Pour finir, les questions non prioritaires et pourtant si déterminantes. La politique étrangère pour gérer nos relations avec les gouvernants d’une population qui représente 100 fois la France. Après l’espace, le Temps. Avec la construction de l’avenir et bien évidemment, l’éducation, qui ne doit pas se limiter à fabriquer des travailleurs pour le système productif.

Il n’y a pas de projets alternatifs de société dans cette campagne. Même la transition écologique reste dans le cadre production, travail, sécurisation. L’action politique est déterminée par le faire, produire et effectuer les corrections du système avec des moyens techniques et des financements. La technique productive et consumériste engendre des dégâts qu’elle corrige avec des techniques thérapeutiques et réparatrices. La politique s’est peu à peu réduite à gérer une agence de moyens. Et ce ne sont pas les moyens qui constituent une fin pour la société ou alors si c’est le cas, cette société devient aveugle à son héritage et à l’avenir. Les politiques nous disent qu’ils répondent à l’attente des Français mais c’est l’inverse. Ils ont des réponses et s’imaginent que les Français ont des attentes qui correspondent aux réponses proposées.
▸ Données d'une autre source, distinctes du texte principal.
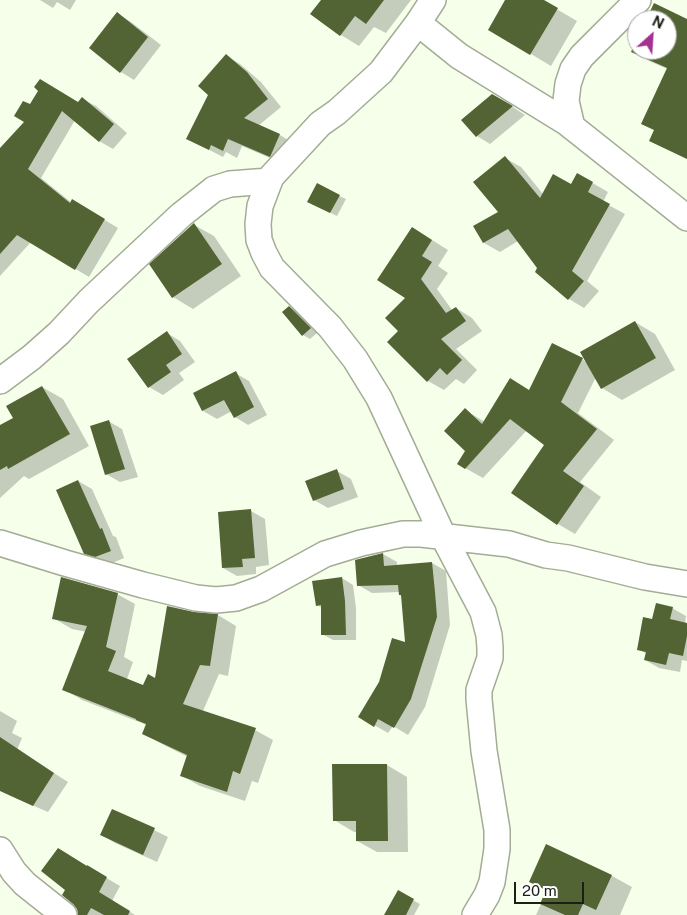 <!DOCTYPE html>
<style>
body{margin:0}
#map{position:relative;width:687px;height:915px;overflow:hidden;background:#f6ffea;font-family:"Public Sans",sans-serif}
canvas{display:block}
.north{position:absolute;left:627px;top:10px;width:50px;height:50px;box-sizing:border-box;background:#fff;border:1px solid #a4a5a2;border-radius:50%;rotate:26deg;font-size:14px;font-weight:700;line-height:20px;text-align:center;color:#1c1f16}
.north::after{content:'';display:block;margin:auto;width:18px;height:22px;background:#a4328e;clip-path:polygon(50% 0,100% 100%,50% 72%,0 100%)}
.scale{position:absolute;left:514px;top:882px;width:70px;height:22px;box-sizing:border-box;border:2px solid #1c1f16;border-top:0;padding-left:6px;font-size:15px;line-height:18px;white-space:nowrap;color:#1c1f16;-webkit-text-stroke:4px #fff;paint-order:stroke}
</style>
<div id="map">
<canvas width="687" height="915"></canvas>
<div class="north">N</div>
<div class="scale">20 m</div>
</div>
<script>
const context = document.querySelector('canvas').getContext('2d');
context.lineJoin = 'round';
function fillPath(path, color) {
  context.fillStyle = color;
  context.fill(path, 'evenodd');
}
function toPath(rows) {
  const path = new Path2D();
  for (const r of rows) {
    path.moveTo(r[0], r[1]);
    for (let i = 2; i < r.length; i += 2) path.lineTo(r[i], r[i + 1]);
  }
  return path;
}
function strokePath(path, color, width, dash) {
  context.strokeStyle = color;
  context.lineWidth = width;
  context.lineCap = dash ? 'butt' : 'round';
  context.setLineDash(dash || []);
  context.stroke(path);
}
fillPath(toPath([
 [40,0,76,0,70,10,57,2,53,8],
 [323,0,411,0,386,33,374,27,359,46,341,35],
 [507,0,541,0,577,21,551,66,531,54],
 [654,5,687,20,687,159,650,140,655,131,668,69,649,61,633,51,637,42,637,50,667,50,667,20,647,20],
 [118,14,131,22,161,45,134,80,121,72],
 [226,56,240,64,261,82,281,107,258,126,280,135,293,143,284,164,242,146,237,158,226,152,223,157,188,139],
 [82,99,96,106,127,133,113,149,99,141,75,120,41,178,72,203,73,201,118,228,89,277,31,242,0,276,0,150,26,121,31,106,78,103],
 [507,103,525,115,490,144,477,136],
 [505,158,521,167,543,194,571,185,577,174,608,192,603,202,625,214,587,281,599,291,584,308,569,299,539,268,518,241,500,252,484,243,475,227,500,213],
 [339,196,346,199,337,216,315,205],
 [194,225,214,236,241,276,193,309,173,297],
 [413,228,448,250,438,266,448,273,437,289,452,310,456,308,472,318,482,331,456,349,477,370,464,384,456,379,444,390,428,381,399,331,407,298],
 [289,307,296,311,317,333,310,339,303,335],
 [635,322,655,334,675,370,622,400,602,388,596,377,578,413,614,440,580,482,601,497,575,534,558,524,513,493,546,445,527,430,483,478,465,468,467,451,465,410,485,422,530,391,582,359,587,363],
 [167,333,180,341,195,362,179,373,184,380,163,395,149,387],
 [235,373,249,381,267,415,248,425,235,417,232,411,217,419,203,411,194,394],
 [42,387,63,399,89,446,29,479,24,476,0,498,0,426,14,419],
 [108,421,122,429,138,477,120,482,106,474],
 [337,471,351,479,358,497,328,508,314,500],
 [78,481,92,489,113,536,116,537,124,558,110,564,100,561,85,553],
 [251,511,265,519,269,565,256,567,256,574,237,576,223,568],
 [383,554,397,562,397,566,432,563,446,571,450,625,425,707,408,735,393,726,388,733,360,717,406,644,402,596,400,595,400,592,372,593,358,585],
 [342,578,353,585,356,608,356,640,333,640,322,634,322,608,317,605],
 [117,594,135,604,124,657,133,662,127,679,144,686,156,680,194,614,218,615,236,626,228,676,219,674,203,711,255,730,273,740,258,783,252,781,245,801,200,786,182,776,188,757,162,744,144,734,147,725,82,700,64,689,87,632,72,629,53,618],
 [672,608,686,616,685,624,687,624,687,661,682,660,680,672,659,668,645,660,647,654,638,649,653,621],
 [0,711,17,721,12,733,22,738,14,757,0,755],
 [35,761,68,782,48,812,11,796,0,790,0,784],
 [387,765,407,777,408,852,377,852,357,841,357,832,354,832,334,820],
 [154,830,168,837,157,862,115,843,102,835],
 [547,846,612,876,632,887,620,915,536,915,547,891,531,882],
 [88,867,120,886,112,901,135,915,81,915],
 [398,892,420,904,414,915,386,915]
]), '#0003');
fillPath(toPath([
 [321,0,384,0,366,24,355,16,340,36,310,14],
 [505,0,544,0,558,8,530,55,488,30],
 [654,3,687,19,687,159,649,141,654,130,641,124,667,68,631,52,637,39,637,50,667,50,667,20,646,20],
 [117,12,148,37,120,73,89,48],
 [226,54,247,72,268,99,244,118,280,134,270,157,228,139,223,151,211,145,209,150,186,139,208,95,198,86],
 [40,79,78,102,82,97,114,124,99,142,62,111,28,169,70,203,72,199,105,219,75,270,17,235,0,254,0,148,24,122,14,116,23,101,30,104,38,91,34,87],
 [492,94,513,106,476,137,461,120],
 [505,156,540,198,553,174,571,184,577,173,593,182,588,192,610,204,572,271,584,281,568,300,535,272,537,268,508,229,483,243,473,226,498,212,473,182],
 [317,183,340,195,330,213,307,202],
 [194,223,222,264,172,298,149,264],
 [412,227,432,240,422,256,432,262,421,279,446,313,456,307,466,321,441,339,462,360,447,375,440,368,427,382,387,342,398,331,385,318,405,298,377,280],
 [289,306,311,328,302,336,282,312],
 [635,321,656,358,601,389,580,352],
 [167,331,182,354,166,365,171,372,148,388,127,359],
 [552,343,583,358,561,402,597,429,563,471,584,486,557,525,511,493,544,445,510,419,465,469,457,464,465,451,444,431,465,408,482,424,510,378,529,390],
 [236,371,254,407,234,418,224,400,202,411,193,393],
 [42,386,70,434,8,469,7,466,0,470,0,425,13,418,6,406],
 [109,420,125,469,105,475,90,426],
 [337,469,344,489,313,501,305,481],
 [78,480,100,529,102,528,111,551,95,557,84,554,56,490],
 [251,509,255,558,242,559,243,567,222,568,218,512],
 [383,553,384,566,432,562,435,592,437,617,411,699,394,728,378,719,374,727,358,717,379,682,392,638,405,642,401,595,399,595,398,585,357,586,355,560],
 [61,577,118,593,106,647,116,651,108,671,143,685,148,674,155,678,167,606,194,612,218,614,210,666,200,665,183,704,256,728,240,774,233,771,227,792,180,776,187,755,142,734,146,724,136,720,136,719,62,690,87,626,52,619],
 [342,577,345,601,346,635,321,635,321,605,316,606,312,581],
 [656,603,673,607,670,619,687,623,687,636,683,656,669,653,666,665,644,660,646,652,637,650,643,617,652,619],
 [0,737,54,773,33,806,0,791],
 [332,764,387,764,388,841,356,841,356,821,333,821],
 [112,809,155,828,143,855,100,835],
 [546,844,612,875,596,910,583,904,578,915,565,915,540,904,546,890,529,882],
 [58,848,87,866,87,865,107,877,99,892,130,911,128,915,104,915,91,908,87,915,78,915,77,909,73,904,62,895,65,890,41,871],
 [398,890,414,899,406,915,384,915]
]), '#526334');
const minor = toPath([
 [433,0,418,23,381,72,337,112,320,124,271,177,260,206,258,224,259,240,264,253,272,268,330,327,355,359,379,398,443,536,483,612,489,635,490,648,490,658,479,690,479,699,484,751,497,830,497,849,492,882,487,895,475,915],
 [418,23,459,56,566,122,687,218],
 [572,127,566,101,568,84,573,69,582,56,638,0],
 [0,381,32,357,59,333,89,301,181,215,214,189,230,184,269,181],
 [0,543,65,563,143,585,196,598,216,600,236,598,261,589,325,554,361,543,403,534,421,534,509,544,546,555,568,558,645,577,687,584],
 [0,850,14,872,25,884,64,915]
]);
strokePath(minor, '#a3ac95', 28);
strokePath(minor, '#fff', 25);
</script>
En 2017, il n’y pas vraiment de choix radical en vue et chaque candidat envoie quelques messages à des catégories de Français qu’ils pensent être des clientèles fidèles, ces mêmes Français étant conditionnés par des messages médiatiques formatés par quelques intellectuels généralistes ou journalistes qui savent rien sur tout, secondés par les experts qui savent tout sur rien. Cela dit, il n’est pas forcément inutile d’aller voter. En plus, le président ne peut rien faire s’il n’a pas de majorité à l’assemblée dont les députés seront élus en juin 2017.

En 2022 il y aura le choix si la pensée revient dans la société, que les philosophes prennent la parole en discutant intelligemment du sens de la vie. La politique sera alors orientée vers des fins qui dépassent la question des moyens. Quoique, ça se discute. La politique peut très bien se contenter d’organiser les moyens, laissant les citoyens inventer les fins. Elle peut même créer les conditions pour que les citoyens puissent avoir des moyens pour les fins qu’ils inventent. A méditer.